# Venice redfish



## coolbluestreak (Jun 27, 2011)

A buddy Chris and I decides to go chase some redfish one last time before we go home for a week. We're fishing out of his 12' Jon boat with a trolling motor, it's very efficient and with every boat ramp charging $10 to launch, it is really nice to save on gas. We got a good charge in the battery, 2lbs of dead shrimp and off we went. We were going to try our luck fishing some rocks but since we have a blazing fast cruise speed that allows for some casting, after we went about 100yds I decided to splash my rattle trap around some pilings, first cast wasn't as close as I would of liked but I bumped the stump on the second cast resulting in a redfish exploding on my lure as soon as it touched the surface. The rod bowed and just like that he and my $6 lure were gone.(note to self: if you fish a lot if rocks, sacrifice a foot of line periodically and tie a new knot) Chris quickly grabbed a shrimp and free lined it while I tried to tie back up. boom, he hooked up and we boated a keeper, I'm still trying to rig back up while Chris try's to see if they'd like a a shrimp on a popping cork. Boom, he hooks up again with a keeper and boated it in short order. Now I'm tied up and the fight is on. We didn't catch any bulls but we got 5 keepers each in about 1.5hrs and I bet we didn't go 5minutes without catching something.

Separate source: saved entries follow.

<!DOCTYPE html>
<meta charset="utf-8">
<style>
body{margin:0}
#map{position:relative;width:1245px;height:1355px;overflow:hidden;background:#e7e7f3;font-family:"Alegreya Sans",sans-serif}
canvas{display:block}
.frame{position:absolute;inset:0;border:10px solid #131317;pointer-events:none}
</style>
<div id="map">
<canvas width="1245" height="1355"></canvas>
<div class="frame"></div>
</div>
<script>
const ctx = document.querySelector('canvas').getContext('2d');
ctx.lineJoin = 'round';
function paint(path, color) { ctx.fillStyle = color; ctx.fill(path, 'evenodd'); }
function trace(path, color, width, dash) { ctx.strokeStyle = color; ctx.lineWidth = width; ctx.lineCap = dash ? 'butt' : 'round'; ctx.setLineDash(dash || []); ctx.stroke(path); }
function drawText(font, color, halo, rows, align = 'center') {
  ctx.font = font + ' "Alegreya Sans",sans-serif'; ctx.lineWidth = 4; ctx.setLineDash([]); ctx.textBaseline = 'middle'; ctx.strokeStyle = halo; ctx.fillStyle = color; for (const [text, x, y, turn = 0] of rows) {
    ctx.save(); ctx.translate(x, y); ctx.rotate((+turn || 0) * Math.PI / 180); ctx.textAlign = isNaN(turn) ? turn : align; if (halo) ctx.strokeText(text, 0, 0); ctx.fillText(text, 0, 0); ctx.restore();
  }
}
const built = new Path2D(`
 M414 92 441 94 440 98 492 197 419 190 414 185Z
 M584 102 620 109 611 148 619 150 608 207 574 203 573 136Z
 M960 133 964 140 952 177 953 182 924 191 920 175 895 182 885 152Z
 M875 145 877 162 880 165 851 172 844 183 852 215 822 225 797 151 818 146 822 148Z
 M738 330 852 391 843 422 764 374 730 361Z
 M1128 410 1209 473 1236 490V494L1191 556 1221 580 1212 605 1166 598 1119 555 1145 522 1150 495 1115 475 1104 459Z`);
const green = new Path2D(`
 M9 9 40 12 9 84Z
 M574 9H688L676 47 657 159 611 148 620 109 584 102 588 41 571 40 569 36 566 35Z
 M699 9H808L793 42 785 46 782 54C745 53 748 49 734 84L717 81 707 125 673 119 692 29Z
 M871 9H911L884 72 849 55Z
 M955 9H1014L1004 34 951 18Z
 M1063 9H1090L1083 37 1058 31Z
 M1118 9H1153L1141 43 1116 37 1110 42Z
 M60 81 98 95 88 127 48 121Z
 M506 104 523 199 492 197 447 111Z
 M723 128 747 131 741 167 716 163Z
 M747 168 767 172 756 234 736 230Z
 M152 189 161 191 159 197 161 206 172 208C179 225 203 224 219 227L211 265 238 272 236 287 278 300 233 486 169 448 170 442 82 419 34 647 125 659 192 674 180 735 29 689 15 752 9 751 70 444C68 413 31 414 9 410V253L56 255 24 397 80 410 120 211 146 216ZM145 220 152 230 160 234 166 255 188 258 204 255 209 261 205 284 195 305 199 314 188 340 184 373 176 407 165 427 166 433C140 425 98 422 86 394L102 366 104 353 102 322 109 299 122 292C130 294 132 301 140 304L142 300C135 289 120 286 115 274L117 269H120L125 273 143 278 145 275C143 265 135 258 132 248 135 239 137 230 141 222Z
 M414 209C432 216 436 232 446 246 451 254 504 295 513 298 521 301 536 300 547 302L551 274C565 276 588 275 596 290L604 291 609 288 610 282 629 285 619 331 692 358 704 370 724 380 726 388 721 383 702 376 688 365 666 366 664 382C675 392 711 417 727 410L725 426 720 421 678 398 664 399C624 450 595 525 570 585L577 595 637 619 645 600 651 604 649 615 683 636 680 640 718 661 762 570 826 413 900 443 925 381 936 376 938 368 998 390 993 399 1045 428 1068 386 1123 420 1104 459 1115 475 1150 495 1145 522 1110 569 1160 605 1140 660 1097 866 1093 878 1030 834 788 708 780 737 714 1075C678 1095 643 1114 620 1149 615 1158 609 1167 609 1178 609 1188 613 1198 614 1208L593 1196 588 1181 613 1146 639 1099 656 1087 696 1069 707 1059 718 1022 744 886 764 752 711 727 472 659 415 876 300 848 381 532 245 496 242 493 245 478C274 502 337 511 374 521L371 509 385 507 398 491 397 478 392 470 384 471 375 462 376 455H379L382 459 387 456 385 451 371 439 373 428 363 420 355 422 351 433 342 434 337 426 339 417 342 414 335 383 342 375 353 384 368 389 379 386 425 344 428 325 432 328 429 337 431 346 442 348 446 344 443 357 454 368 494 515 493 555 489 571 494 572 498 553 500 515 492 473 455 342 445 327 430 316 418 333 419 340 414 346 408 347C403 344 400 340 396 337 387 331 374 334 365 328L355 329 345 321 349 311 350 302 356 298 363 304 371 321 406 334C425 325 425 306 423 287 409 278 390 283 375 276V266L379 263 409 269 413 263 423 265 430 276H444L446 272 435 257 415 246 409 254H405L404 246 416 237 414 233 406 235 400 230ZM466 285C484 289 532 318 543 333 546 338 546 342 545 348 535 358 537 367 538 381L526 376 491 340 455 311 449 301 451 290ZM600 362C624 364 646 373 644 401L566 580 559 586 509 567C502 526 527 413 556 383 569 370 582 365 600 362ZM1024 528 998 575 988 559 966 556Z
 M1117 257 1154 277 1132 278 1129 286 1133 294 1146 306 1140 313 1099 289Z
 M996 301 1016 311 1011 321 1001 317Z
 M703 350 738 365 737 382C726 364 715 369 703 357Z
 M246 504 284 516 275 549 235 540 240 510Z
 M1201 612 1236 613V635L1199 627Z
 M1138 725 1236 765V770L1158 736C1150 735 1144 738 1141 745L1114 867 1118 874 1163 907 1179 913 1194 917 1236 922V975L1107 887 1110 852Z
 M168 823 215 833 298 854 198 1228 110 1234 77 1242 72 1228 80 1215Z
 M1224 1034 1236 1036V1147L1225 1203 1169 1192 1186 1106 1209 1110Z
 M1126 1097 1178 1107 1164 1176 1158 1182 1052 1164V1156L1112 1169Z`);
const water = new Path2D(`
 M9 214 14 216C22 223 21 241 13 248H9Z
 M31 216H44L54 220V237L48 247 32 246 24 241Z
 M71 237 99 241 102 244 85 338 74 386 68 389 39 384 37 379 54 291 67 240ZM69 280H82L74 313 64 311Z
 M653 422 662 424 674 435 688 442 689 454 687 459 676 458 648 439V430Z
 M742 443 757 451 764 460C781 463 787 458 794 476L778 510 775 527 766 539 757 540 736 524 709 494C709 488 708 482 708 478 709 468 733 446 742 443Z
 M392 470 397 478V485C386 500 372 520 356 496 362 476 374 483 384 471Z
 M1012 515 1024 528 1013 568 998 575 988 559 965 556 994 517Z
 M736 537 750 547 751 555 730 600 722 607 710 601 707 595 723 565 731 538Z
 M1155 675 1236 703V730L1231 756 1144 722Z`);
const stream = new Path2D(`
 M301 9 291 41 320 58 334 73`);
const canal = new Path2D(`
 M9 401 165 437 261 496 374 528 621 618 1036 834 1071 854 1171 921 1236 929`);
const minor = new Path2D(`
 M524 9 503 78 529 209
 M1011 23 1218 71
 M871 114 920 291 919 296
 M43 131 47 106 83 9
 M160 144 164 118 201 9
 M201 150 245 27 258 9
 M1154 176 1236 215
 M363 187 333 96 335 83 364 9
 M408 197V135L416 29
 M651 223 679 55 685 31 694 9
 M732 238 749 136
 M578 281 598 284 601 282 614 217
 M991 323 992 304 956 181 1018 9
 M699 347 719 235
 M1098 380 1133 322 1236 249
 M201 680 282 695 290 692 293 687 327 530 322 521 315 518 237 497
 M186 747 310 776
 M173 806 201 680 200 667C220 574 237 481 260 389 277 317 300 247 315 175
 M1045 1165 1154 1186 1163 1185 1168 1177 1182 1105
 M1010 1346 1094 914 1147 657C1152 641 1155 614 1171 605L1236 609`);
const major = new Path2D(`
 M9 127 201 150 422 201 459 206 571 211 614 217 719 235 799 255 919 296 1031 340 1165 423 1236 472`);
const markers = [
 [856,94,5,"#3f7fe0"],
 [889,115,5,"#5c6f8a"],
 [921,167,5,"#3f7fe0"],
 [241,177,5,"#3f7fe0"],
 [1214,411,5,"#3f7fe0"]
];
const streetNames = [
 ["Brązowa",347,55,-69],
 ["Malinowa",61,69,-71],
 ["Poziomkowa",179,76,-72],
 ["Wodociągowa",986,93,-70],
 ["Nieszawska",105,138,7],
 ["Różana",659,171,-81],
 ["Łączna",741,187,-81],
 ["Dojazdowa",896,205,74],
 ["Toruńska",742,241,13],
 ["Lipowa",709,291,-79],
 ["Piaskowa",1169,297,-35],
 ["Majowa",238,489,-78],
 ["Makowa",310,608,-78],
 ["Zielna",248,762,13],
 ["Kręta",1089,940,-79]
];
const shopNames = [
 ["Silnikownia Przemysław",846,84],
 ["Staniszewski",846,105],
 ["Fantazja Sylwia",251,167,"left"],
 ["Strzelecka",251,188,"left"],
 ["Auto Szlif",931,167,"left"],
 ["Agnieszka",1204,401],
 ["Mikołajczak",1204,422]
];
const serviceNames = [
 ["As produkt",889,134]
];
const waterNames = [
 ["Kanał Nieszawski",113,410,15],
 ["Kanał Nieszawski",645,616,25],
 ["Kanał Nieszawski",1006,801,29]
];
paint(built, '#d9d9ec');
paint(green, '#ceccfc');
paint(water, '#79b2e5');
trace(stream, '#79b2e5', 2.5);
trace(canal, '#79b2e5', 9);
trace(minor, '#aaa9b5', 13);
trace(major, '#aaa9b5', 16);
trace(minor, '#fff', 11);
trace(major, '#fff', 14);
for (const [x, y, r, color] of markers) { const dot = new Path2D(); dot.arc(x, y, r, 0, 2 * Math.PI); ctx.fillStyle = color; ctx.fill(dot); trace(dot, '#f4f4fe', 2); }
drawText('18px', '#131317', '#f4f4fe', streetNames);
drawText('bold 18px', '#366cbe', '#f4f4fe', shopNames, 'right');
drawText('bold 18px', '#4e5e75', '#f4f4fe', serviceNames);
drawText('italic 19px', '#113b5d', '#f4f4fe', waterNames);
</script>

Awesome day on the water!


----------



## tank banger (Oct 2, 2012)

Must be nice to fish while you work!:tt2:


----------



## coolbluestreak (Jun 27, 2011)

Funny Drew.
Some days I don't know if I work while I fish or fish while I work?
We've only fished 6 of the last 7 days so I guess I don't need a shrink yet, I can go without if I need to. 


maybe?


----------